Magnetic flip heralds solar max

Over the past 8 months, solar eruptions have increased in frequency and ferocity, a sign that the sun is at the peak of its 11-year activity cycle (SN: 1/13/01, p. 26). Now scientists have found another indicator that the so-called solar maximum has arrived–the polarity of the sun’s magnetic field has become more complex and a portion of it has flipped entirely.

As recently as last October, the sun’s magnetic north pole resided in the star’s northern hemisphere, as it had for the previous 11 years. But in late January, an analysis of magnetic measurements gathered since November by the U.S. National Solar Observatory atop Arizona’s Kitt Peak revealed that the field had flipped. The magnetic field in the sun’s northern hemisphere now points south, says solar physicist David H. Hathaway of NASA’s Marshall Space Flight Center in Huntsville, Ala.

Changes in the solar magnetic field drive the sun’s 11-year cycle. During solar maximum, magnetic activity increases, as indicated by the greater number of sunspots. These are the dark blotches on the surface of the sun that mark intense magnetic loops that arc into the sun’s outer atmosphere.

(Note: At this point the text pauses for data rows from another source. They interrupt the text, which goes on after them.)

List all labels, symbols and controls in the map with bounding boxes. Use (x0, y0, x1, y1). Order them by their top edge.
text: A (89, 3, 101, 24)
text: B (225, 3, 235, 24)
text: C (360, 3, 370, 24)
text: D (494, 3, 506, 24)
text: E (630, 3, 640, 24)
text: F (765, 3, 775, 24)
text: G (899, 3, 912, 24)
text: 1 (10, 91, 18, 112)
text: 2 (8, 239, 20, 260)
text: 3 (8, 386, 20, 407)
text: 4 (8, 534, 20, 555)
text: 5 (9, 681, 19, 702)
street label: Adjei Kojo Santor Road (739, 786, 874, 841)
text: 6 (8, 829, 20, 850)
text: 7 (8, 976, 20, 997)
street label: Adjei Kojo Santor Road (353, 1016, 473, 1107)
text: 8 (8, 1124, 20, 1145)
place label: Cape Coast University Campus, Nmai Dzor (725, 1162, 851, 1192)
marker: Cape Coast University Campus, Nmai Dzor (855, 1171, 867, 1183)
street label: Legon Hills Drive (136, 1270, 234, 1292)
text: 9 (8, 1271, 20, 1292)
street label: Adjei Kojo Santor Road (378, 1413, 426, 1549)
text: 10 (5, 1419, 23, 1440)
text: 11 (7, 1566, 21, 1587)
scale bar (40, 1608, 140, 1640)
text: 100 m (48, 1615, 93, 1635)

Ionized gas flows from the sunspots, which cluster at mid-latitudes, to the sun’s poles. The gas carries with it the magnetic field associated with the sunspots. Because of the present orientation of the sunspots, the flow transports a south-pointing magnetic field to the north magnetic pole and a north-pointing field to the south. For now, notes Hathaway, only the northern magnetic pole has flipped; the southern magnetic pole still points south but should switch soon.